_What you need to do_: Go over the material below and report every line that contains the word "image".

_Data shown_:
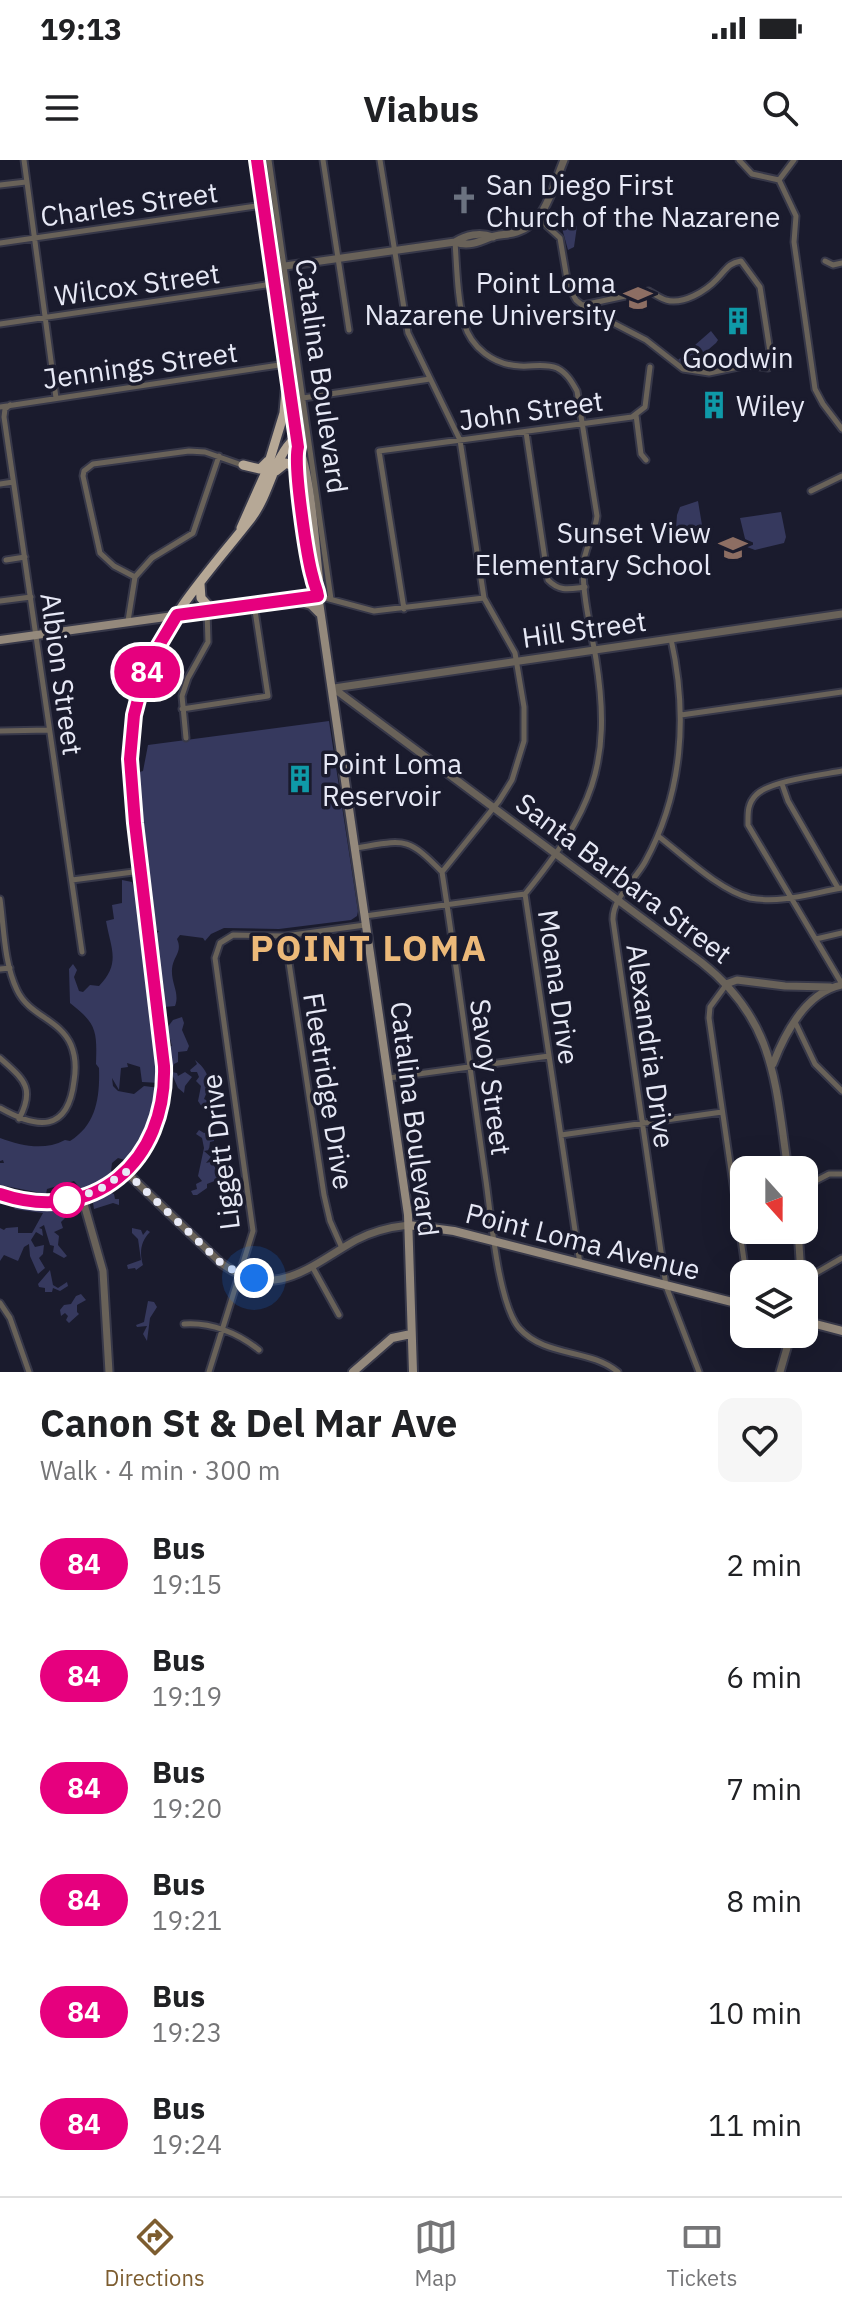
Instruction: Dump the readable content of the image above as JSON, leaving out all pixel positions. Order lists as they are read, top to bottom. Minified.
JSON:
==
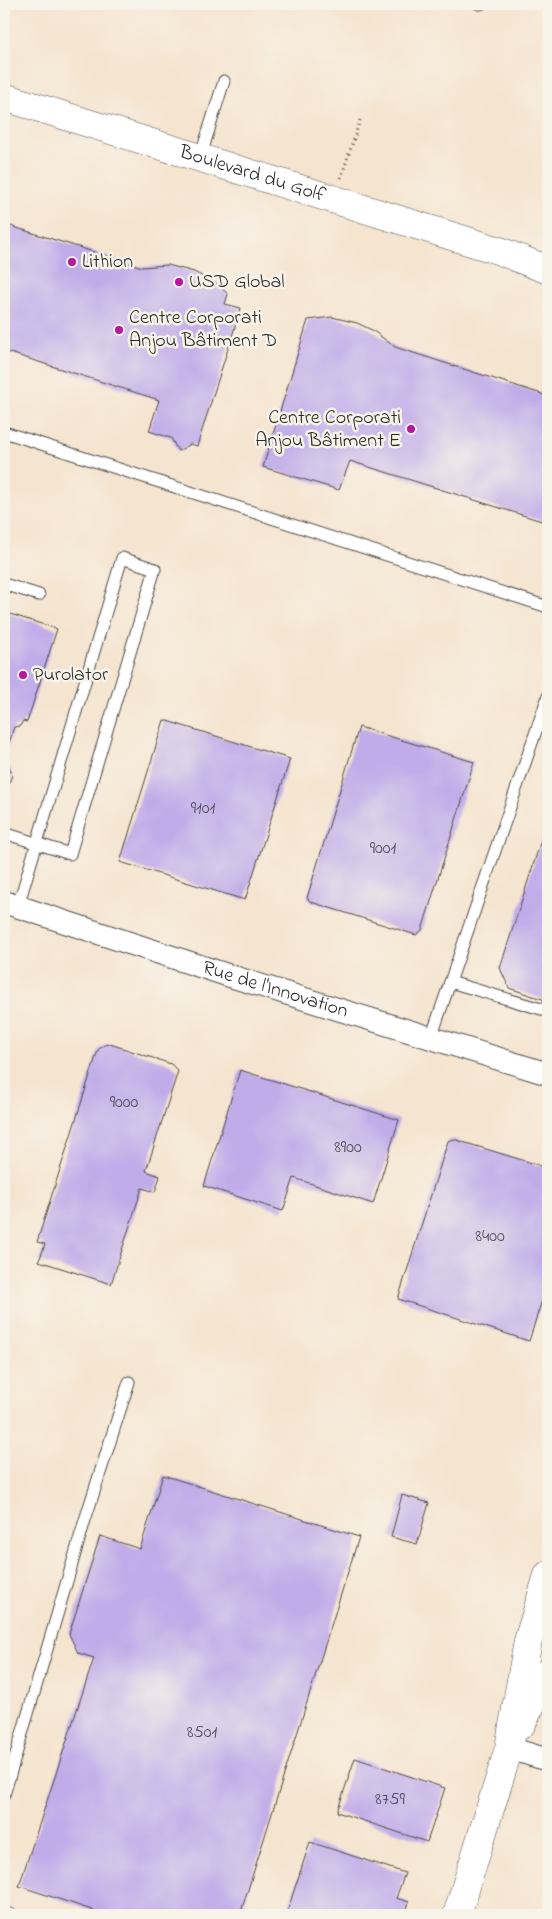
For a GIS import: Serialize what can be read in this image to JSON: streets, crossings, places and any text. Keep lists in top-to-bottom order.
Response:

_Answer section_:
Instruction: Dump the readable content of the image above as JSON, leaving out all pixel positions. Order lists as they are read, top to bottom. Minified.
For a GIS import: Serialize what can be read in this image to JSON: streets, crossings, places and any text. Keep lists in top-to-bottom order.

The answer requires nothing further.